The Anchor Inn is one of the oldest buildings in Irby, and, according to an entry in the BBC Domesday Project, was built as a cottage in the 17th century. The Shippons is on Thingwall Road and is a sandstone village pub, converted from old farm buildings. The Irby Mill is away from the centre of the village, at Irby Hill, towards Greasby. This is a converted miller's cottage constructed in the early 19th century, which had its original windmill demolished in 1898.

====Parks and commons====
Arrowe Park is approximately 1 mi east of the village, and Thurstaston Common is a few hundred metres to the west.

===Sport===
Irby has a cricket club situated on Mill Hill Road, which was established in 1948 and promoted to the Cheshire County League in 2001. The club operates four teams every Saturday. In the 2008 season, the 1st team, 2nd team and 3rd team were all promoted. For many years the 3rd and 4th XI's played their home games at the Seaview Lane cricket field until an adjacent field was obtained at the Mill Hill ground.

Irby's local football club has teams ranging from under 8's to men's. Inaugurated in 1992, the senior team won the local league in the 2008/09 season. The team motto reads Semper Paratus meaning 'Always Ready'. In earlier years Irby North End, playing at Seaview, enjoyed some success in the national John White League from 1972 to 1977.
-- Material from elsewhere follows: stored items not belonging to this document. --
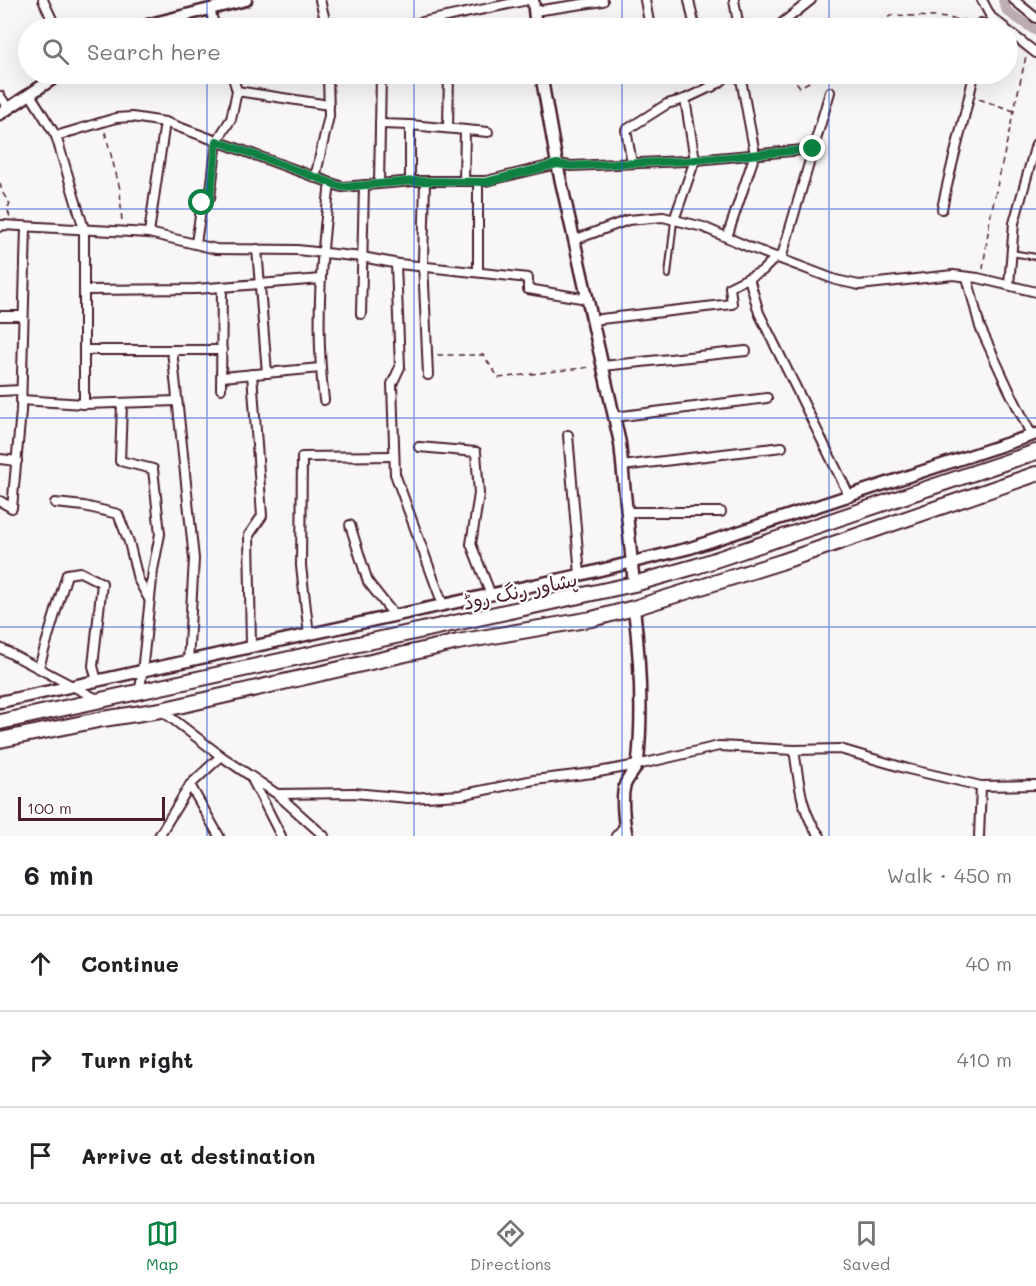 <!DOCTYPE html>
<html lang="en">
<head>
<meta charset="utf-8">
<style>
	body { margin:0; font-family:Mali,"Playpen Sans Arabic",sans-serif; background:#f6f6f6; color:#202124 }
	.scale { position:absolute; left:18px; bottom:15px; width:147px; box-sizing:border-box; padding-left:6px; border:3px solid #4a1f2b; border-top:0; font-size:16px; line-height:21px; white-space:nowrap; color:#4a1f2b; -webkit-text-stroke:4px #fff; paint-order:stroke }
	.stop { position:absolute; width:18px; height:18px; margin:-14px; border:4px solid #0b8043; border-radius:50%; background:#fff }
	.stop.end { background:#0b8043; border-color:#fff; box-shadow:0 2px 6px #0008 }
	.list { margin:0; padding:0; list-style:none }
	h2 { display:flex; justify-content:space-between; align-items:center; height:78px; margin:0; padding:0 24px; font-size:26px }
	h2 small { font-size:20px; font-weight:400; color:#757577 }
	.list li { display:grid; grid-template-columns:39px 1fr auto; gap:18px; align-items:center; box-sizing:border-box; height:96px; padding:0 24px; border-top:2px solid #e0e0e0 }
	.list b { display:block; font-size:22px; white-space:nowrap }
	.list em { font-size:20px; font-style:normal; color:#757577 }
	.icon { flex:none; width:33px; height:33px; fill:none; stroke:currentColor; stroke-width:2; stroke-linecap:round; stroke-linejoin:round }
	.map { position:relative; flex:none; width:1036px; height:836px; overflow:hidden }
	.search { position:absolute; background:#fff; box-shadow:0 6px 24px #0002; left:18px; right:18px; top:18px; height:66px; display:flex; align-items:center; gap:15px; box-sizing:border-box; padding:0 21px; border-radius:33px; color:#757577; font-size:22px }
	.sheet { height:366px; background:#fff }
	nav { display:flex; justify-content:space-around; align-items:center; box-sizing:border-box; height:84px; border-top:2px solid #e0e0e0; background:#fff; font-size:16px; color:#757577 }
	nav a { display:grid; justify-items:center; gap:3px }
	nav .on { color:#0b8043 }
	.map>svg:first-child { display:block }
</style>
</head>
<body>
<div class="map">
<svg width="1036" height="836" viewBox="0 0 1036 836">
	<rect width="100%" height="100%" fill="#f8f6f7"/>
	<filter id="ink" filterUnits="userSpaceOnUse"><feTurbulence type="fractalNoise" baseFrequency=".0167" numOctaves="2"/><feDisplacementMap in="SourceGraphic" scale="12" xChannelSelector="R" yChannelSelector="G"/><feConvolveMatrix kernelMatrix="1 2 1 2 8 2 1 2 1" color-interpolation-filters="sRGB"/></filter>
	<g filter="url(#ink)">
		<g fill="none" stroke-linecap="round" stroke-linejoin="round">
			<path stroke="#bdadb0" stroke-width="10" d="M1003 0 1007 11 1036 31"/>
			<g stroke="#4a1f2b" stroke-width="8">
				<g id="lane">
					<path d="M1011 253 1036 257"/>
					<path d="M668 275 674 221"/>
				</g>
			</g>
			<g stroke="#4a1f2b" stroke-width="12">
				<g id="street">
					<path d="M43 0 56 28"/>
					<path d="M320 0 327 28"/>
					<path d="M645 0 650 28"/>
					<path d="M689 0 695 28"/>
					<path d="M734 0 739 28"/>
					<path d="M982 0 991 17 1005 28"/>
					<path d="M1014 0 1036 18"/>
					<path d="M210 9 215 28"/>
					<path d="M535 11 603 1"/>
					<path d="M393 28 528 0"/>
					<path d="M776 28 811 0"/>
					<path d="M981 28V23"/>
					<path d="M1008 31 1036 53"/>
					<path d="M708 74 712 87"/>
					<path d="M237 91 329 105"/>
					<path d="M30 94 56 136 84 229V404"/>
					<path d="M0 96 8 108"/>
					<path d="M380 124 410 125 488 132"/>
					<path d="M410 125V181"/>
					<path d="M448 128 449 74H451"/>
					<path d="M56 136 116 118 132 117 165 122 342 187 414 181H486L557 164 571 166 685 161 813 149"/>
					<path d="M632 163 626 130 667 104 685 99 719 83 729 74"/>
					<path d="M315 178 329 116 328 74"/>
					<path d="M425 181 423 261 428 375"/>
					<path d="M464 181 465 130"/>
					<path d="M478 181V272"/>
					<path d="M379 183 381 74"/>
					<path d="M942 209C951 163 965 119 974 74"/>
					<path d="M674 220 695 160 685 99"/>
					<path d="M0 227 2 225 149 233 216 249 297 250 362 257 399 264 528 278V289L587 299"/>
					<path d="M149 233 165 122"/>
					<path d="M727 237 755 154 740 74"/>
					<path d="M574 240 628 220 663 217 703 227 749 247 836 280 859 285 953 275 978 278 1036 292"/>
					<path d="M196 243 202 203 210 198 217 141 231 119 237 91 232 74"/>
					<path d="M257 249 267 373"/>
					<path d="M781 259 830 92"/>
					<path d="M396 264 400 367 392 384 395 474 443 605"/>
					<path d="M967 277 980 327 1008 388 1032 436"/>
					<path d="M749 278 759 313 850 497"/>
					<path d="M1009 285 1014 223 1036 144"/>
					<path d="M85 290 196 289 321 279"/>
					<path d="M361 314 364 185"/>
					<path d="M0 316H23"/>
					<path d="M592 320 732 304 730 287 762 271 776 257"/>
					<path d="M84 350H222"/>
					<path d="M172 350 194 559 188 662"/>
					<path d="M603 366 746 351"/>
					<path d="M222 377 320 368"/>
					<path d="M221 389 222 287"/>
					<path d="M0 391 21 390"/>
					<path d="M21 400 84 404 177 401"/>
					<path d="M324 400C315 328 321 255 330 183"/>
					<path d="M122 404 120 461 153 469 160 534 153 570 140 691"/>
					<path d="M614 417 767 398"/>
					<path d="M568 435 580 575"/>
					<path d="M419 447 476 452 479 494 471 544 491 595"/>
					<path d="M0 459 17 461"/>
					<path d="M622 466 782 447"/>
					<path d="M0 501 12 508 21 411 26 227"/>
					<path d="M55 503 84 506 118 514 129 542 138 579 149 599"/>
					<path d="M628 512H721"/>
					<path d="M350 525 368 582 395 616"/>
					<path d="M309 635 301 566 302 457 394 456"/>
					<path d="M251 646 249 535 262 516 252 374"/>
					<path d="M0 648 99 700"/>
					<path d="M39 667 67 574 80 572 102 583 93 666 97 681"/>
					<path d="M161 710 221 756 277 794 354 793 408 798 460 795 534 780 593 773 637 765 719 746 794 750 840 749 908 769 981 786 1036 785"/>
					<path d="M794 750C799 779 800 812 820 836"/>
					<path d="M251 777 281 836"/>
					<path d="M190 785 219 836"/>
					<path d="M277 794 324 836"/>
					<path d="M159 836 190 785 221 756"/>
					<path d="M616 836 624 827"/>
					<path d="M979 836 981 786"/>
				</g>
			</g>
			<g stroke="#4a1f2b" stroke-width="15">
				<g id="secondary">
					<path d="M533 0 536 28"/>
					<path d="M141 28 150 24 246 0"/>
					<path d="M541 74 557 164 620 443 634 584"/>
					<path d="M0 114 60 74"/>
					<path d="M0 702 580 575 690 548 1036 434"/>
					<path d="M627 836C624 825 621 796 625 785 628 776 637 770 638 761 643 710 640 659 634 608"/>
				</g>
			</g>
			<g stroke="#4a1f2b" stroke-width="18">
				<g id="highway">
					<path d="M0 722 634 584 697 566 1036 452"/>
					<path d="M0 740 103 719 161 710 458 642 592 619 634 608 781 562 1036 474"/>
				</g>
			</g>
			<g stroke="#4a1f2b" stroke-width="1.5" stroke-dasharray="6 4.5" stroke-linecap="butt">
				<path d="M870 28 892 15 938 17 971 21"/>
				<path d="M790 74 800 87 823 74"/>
				<path d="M979 99 1014 111"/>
				<path d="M105 132 120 189 122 224"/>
				<path d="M0 183 2 192 10 204 7 208 10 217"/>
				<path d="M983 269 990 218 1026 56"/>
				<path d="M437 355H483L499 378 591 367"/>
			</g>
			<use href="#lane" stroke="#fff" stroke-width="4"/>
			<use href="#street" stroke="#fff" stroke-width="8"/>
			<use href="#secondary" stroke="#fff" stroke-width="10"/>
			<use href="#highway" stroke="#fff" stroke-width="14"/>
		</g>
	</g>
	<g fill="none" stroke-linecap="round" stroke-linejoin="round" filter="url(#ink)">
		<path stroke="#0b8043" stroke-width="8" d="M202 203 210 198 217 141 342 187 414 181 486 182 557 164 571 166 685 161 813 149"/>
	</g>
	<path fill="none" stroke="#1d4ed8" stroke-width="1.5" stroke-opacity="0.55" d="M207 0V28M414 0V28M622 0V28M829 0V28M207 74V836M414 74V836M622 74V836M829 74V836M0 209H1036M0 418H1036M0 627H1036"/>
	<g text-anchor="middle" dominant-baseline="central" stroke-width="4.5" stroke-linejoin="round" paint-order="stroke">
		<g font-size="20" fill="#4a1f2b" stroke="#fff">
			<text transform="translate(520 590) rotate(-12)">پشاور رنگ روڈ</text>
		</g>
	</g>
</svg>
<div class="scale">100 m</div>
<div class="stop" style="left:202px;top:203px"></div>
<div class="stop end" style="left:813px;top:149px"></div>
<div class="search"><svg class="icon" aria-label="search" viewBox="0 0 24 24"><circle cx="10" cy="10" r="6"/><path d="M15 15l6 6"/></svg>Search here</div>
</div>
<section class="sheet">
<h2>6 min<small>Walk · 450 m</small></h2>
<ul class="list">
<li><svg class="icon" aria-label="ahead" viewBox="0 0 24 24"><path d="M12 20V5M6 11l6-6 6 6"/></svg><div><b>Continue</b></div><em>40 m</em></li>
<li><svg class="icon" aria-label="right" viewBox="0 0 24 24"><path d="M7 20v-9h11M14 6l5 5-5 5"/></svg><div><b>Turn right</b></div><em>410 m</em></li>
<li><svg class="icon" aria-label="arrive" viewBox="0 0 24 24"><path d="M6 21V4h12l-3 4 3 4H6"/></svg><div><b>Arrive at destination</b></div></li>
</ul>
</section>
<nav>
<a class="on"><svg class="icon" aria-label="map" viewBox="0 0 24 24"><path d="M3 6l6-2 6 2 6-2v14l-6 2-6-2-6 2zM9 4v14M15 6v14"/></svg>Map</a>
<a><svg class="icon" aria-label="directions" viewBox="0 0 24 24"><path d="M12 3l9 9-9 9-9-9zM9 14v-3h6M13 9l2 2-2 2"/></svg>Directions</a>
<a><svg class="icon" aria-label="saved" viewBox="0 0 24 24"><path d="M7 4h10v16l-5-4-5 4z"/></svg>Saved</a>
</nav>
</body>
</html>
Irby also has its own Taekwon-Do School based at Irby Village Hall with separate adult and children's classes

==Transport==
The nearest railway station is Heswall (formerly Heswall Hills) on the Borderlands line. Trains depart from here for Wrexham and Bidston. From Irby, accessing the station is difficult via other public transport, and it is approximately a 45-minute walk away and offers only hourly services. Alternatively, buses may be used exclusively or to travel to West Kirby station, which is on the Wirral line of the high-frequency Merseyrail network.

==Notable people==
- John Aldridge, former Liverpool and Tranmere Rovers footballer.
- Lindsay Kemp, dancer, actor, teacher, mime artist and choreographer, born in Irby on 3 May 1938.
- Frank Lester, recipient of the Victoria Cross.
- Dinah May, English model and actress, born in Irby.
- Colin Whalley, field hockey international.
- Montague White, English cricketer, died in Irby.